The Knight (Endgame #2)(50)



And without a word he continues past the ballroom, down the hallway.

The room takes a collective breath. I burst through the press of people, going after him. I hear Gabriel call my name, but I can’t slow down. By the time I reach the stairs, my father is already at the top. And when I make it to his office, he’s sitting in his armchair by the fireplace.

“Daddy, what are you doing here?”

He smiles, though it looks more like a grimace. “You didn’t visit me again. If my daughter won’t come to me, then I have to come to her. I knew you would come.”

This close I can see what coming here has cost him, the sickly white of his skin, the sheen of sweat. He breathes heavily even sitting, still using the cane to hold himself upright.

“You should be in the nursing home.”

“The one Gabriel Miller paid for?”

“Who cares who paid for it? You need rest.”

“So that I can live another month? Another year? That’s not a life. I’m ready to go.”

“You don’t mean that.”

“I should have joined your mother a long time ago.”

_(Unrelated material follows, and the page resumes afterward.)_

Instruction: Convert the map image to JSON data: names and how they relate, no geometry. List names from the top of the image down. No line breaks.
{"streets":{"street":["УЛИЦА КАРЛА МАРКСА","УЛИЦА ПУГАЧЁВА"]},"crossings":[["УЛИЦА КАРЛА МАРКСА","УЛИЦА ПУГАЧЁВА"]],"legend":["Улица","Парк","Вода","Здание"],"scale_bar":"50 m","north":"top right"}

I look away, wondering if they will really be together in the afterlife. “I don’t know what to believe anymore, Daddy.”

“You doubt me, Avery. Gabriel Miller has made you doubt me.”

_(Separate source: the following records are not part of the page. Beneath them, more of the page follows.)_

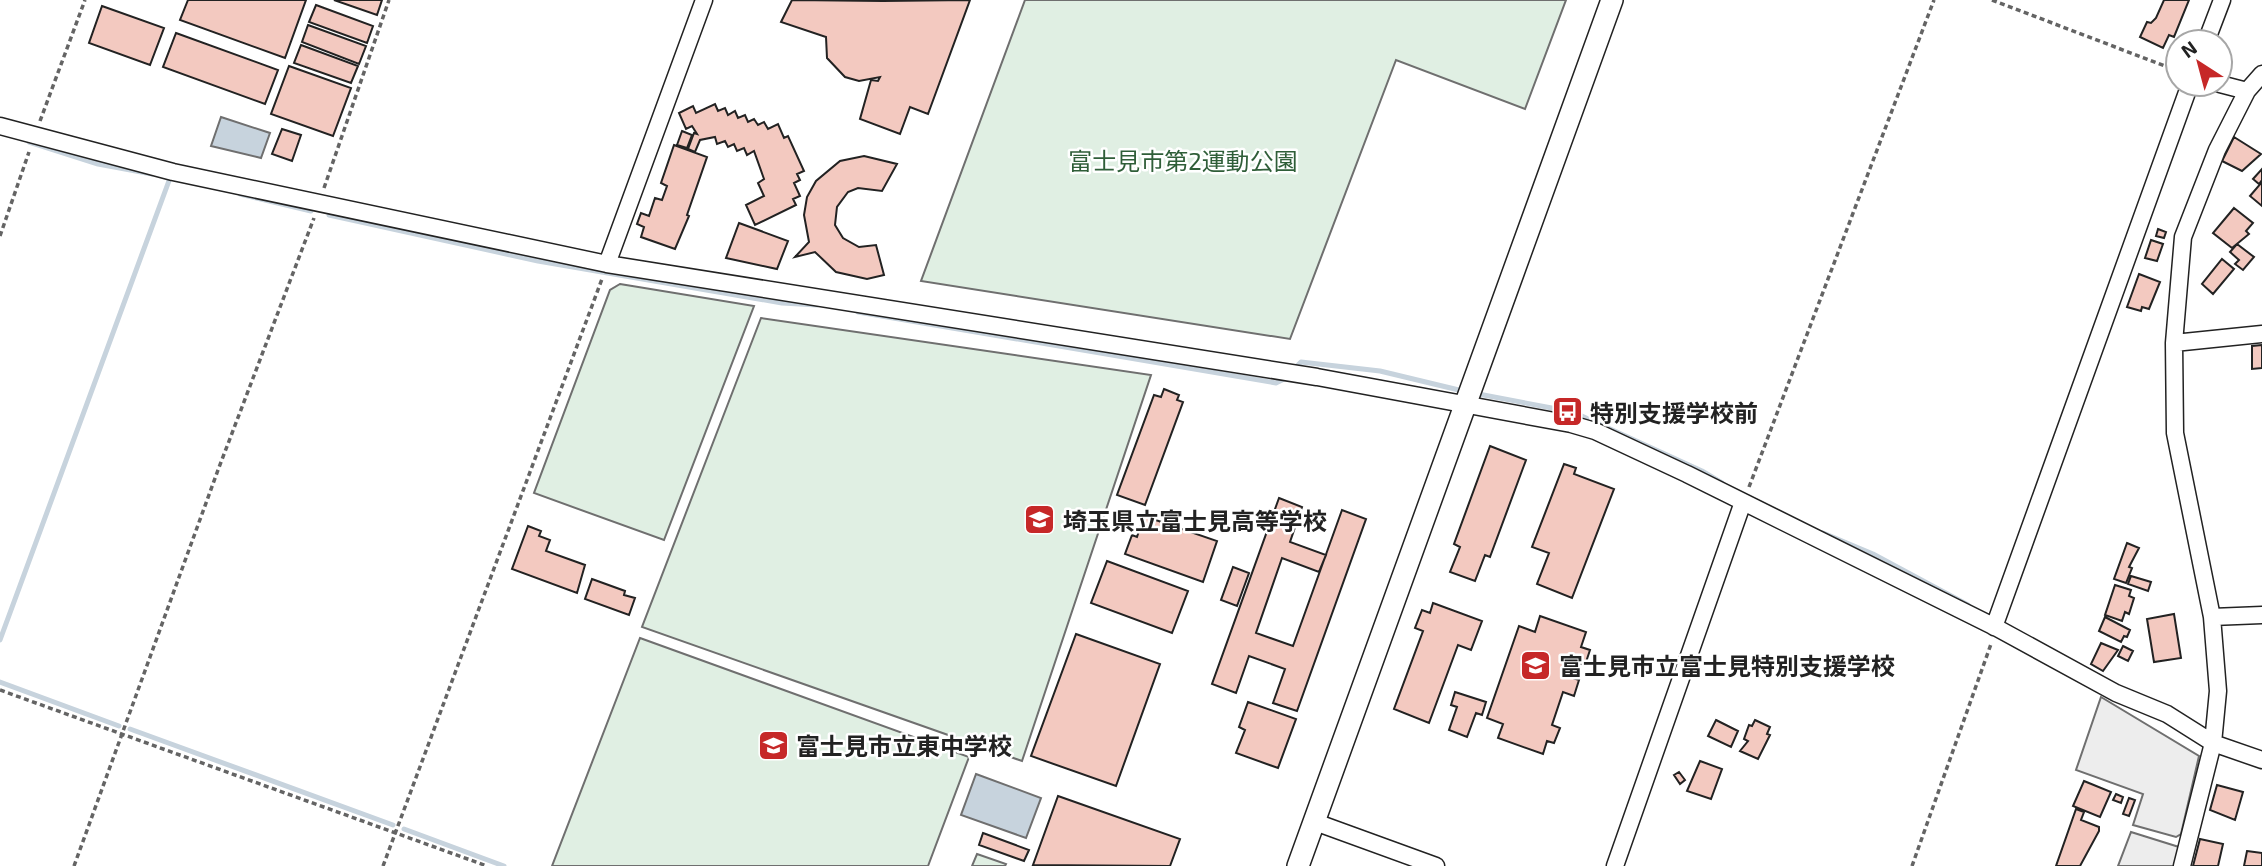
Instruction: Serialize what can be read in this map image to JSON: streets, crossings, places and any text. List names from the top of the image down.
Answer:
{
  "parks": ["富士見市第2運動公園"],
  "places": {
    "bus stop": ["特別支援学校前"],
    "school or university": ["埼玉県立富士見高等学校", "富士見市立富士見特別支援学校", "富士見市立東中学校"]
  },
  "north": "top left"
}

“Maybe so, but I think I was blind for too long. I wanted to believe that you and Mama were in love, but you weren’t. She was scared.”

“That again? She told me she heard the house talking to her, Avery. I loved her, but there was something wrong with her. And even then I suspected it wasn’t a drunk driver that caused her accident. She was running from her own demons.”

Gabriel appears at the door. “Convenient that she isn’t here to refute that.”

My father’s eyes snap with temporary vigor. “How dare you speak of my wife.”

“Tell me you didn’t hurt her,” I beg softly, kneeling at his side. His hand feels frail between mine. “If you tell me, I’ll believe you.”

He looks down at me, almost confused, like he isn’t sure who I am. “My good girl.” He glances at the small table beside us, the marble chess base built into the wood. “Play one more game with me.”

“No, Daddy. I’m not going to play a game as if everything’s fine.”

Sorrow darkens his eyes. “Then he’s well and truly taken you from me, hasn’t he?”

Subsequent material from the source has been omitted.